Use Values To Create Strong Compositions

Use Values To Create Strong Compositions

Becky Joy2 comments
Values or tones are the relative lightness and darkness of colors with the color removed. It has nothing to do with color. It is the backbone of a painting. The most important design element of a painting. If you took a photo of a painting and converted it to black and white, that would give you the values of each color.  The lightest value being white and the darkest black. Key is another term used by artists. A painting can be low key, using the darker values of a gray scale. A high key painting uses the lighter values. Below is a simple gray scale.

values in composition

To use the values in painting, let's keep it simple creating a painting with three shapes of varying sizes. Now, use three values, light, medium and dark. Each of those three shapes have a distinct value. But, you can have an infinite variety of color within each shape.

Once you start painting different values within a shape, you start breaking that large, simple shape into small pieces. Each of the three shapes should be a different size. If you make your largest shape a dark value, the painting will have a different mood and feeling than having that same shape in a light value.

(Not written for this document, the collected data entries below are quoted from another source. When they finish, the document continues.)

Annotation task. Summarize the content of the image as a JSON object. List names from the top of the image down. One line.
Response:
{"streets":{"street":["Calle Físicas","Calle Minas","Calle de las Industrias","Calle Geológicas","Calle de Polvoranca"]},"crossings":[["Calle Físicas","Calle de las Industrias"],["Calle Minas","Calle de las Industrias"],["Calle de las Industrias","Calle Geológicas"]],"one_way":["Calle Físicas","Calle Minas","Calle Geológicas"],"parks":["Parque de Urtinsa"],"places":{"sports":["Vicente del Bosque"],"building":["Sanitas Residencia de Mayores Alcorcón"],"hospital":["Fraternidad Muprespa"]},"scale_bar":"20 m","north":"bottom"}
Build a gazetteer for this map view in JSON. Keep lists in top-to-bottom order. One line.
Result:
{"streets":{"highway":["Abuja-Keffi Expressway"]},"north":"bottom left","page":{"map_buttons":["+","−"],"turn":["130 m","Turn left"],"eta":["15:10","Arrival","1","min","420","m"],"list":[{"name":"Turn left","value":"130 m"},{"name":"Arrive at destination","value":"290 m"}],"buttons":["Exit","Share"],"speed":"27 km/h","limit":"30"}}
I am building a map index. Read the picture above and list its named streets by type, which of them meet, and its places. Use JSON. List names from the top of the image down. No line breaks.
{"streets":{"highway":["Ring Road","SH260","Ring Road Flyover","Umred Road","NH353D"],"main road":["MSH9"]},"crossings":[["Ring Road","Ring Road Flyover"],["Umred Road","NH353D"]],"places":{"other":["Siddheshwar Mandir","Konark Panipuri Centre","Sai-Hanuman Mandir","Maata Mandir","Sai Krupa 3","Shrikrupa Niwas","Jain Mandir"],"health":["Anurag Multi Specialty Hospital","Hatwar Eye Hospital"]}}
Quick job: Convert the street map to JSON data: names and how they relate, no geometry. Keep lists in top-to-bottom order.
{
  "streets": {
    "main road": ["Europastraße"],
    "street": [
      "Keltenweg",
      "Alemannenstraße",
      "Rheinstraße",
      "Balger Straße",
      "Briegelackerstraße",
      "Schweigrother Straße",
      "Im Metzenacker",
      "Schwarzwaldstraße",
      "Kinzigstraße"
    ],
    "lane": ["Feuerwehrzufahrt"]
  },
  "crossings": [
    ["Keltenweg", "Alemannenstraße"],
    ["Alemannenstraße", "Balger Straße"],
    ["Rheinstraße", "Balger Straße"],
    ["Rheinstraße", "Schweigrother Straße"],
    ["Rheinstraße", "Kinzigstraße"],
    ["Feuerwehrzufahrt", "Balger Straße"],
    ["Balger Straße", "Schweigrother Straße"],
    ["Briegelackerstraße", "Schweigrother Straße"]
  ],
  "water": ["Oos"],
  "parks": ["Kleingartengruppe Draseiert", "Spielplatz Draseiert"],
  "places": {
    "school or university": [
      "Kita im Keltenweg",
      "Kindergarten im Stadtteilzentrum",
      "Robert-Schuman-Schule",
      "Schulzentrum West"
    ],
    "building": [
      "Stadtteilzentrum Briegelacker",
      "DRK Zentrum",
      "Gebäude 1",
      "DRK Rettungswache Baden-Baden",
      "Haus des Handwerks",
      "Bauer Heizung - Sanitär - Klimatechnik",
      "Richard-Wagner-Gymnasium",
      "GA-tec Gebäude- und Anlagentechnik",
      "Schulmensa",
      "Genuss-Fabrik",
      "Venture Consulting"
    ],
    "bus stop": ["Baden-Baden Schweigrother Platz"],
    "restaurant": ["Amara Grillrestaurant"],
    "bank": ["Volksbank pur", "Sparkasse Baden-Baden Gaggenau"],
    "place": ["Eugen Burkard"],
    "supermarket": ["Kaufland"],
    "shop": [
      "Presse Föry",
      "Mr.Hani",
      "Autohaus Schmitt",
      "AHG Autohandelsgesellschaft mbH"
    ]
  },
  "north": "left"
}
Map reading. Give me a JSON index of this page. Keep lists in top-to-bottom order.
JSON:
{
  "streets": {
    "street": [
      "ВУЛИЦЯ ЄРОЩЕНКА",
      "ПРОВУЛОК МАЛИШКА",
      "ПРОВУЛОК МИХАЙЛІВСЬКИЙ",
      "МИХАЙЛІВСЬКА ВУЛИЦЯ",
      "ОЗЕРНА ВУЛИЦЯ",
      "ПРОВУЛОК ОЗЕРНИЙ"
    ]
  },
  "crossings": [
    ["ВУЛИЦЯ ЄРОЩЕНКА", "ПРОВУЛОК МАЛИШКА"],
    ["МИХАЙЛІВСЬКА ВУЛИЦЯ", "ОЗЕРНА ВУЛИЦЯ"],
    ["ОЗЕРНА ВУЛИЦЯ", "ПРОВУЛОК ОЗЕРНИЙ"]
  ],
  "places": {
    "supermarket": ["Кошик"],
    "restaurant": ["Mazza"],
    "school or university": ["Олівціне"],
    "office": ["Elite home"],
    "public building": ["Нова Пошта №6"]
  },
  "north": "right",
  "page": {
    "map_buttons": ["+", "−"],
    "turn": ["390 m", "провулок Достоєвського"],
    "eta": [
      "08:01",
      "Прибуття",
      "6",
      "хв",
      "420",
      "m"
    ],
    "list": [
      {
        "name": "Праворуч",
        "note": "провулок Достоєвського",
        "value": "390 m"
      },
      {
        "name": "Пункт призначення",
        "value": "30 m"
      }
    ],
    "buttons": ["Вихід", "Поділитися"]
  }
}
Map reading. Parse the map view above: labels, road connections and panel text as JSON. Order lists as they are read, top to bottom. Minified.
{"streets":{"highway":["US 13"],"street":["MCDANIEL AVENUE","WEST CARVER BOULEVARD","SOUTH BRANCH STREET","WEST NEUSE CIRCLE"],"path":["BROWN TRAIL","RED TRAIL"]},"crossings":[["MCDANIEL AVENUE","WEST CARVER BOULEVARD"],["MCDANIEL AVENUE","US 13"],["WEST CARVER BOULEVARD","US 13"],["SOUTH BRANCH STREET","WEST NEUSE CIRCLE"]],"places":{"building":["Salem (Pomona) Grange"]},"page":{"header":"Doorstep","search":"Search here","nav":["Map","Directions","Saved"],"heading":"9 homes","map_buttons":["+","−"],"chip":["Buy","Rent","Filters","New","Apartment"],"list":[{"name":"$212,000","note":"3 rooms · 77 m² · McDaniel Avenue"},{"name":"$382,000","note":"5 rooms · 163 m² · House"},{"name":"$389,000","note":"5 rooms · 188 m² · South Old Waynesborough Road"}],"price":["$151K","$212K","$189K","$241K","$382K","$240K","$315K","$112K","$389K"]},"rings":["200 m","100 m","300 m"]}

So, you must be careful or you will soon lose the power of your composition. Be consistent with your values within those simple, large shapes to hold your composition together. I used a "real life" painting that demonstrates the simplicity of shapes and values. This is a plein air painting in which I made the decision to move the trees and group them into one large, dark shape. I placed them against the light of the mountain in the background.

By making these changes, my painting has a better composition than what I saw in reality. I do have color shifts in the trees and mountain with warmer and cooler colors, but basically I kept those large shapes intact with the values. Below is the  color version of the painting so that you can see the color shifts and variety of colors in the shapes. In the grass I have bits of violets, pinks, greens, golds and yellows, creating a visually more exciting painting, but again, keeping those values consistent.


I hope this post gives some clarity to the use of shapes, values and colors. What do you think? How have you used values? Have you changed your subjects to unify your paintings? Becky Joy


You definitely need to simplify the scene first. Make a small value sketch and stick to that. But, an exercise you can try is taking a photo sit down with some paper and marker or make simple painted value sketches (keep it simple). Try making several scenes from that one photo, different formats, rectangular, square skinny and long, etc. This can help you to start moving things and looking at them differently. Remember that you’re objective is to make it a beautiful scene first. If you change it, no one knows. Once you start, it’s like building your vocabulary in creativity. You will be struck with more ideas. It took me a while, but it was one of the aha moments when an instructor finally got through to me.
Jonquil LeMaster
Jonquil LeMaster
When you see a scene that captures your interest, do you always “reposition” the elements into value shapes? Sometimes I am attracted by a scene and then get confused by its complexity, as I paint. I seem to lack the confidence to leave things out, move elements. Afraid it will loose its “magic” Maybe if I simplified the composition first?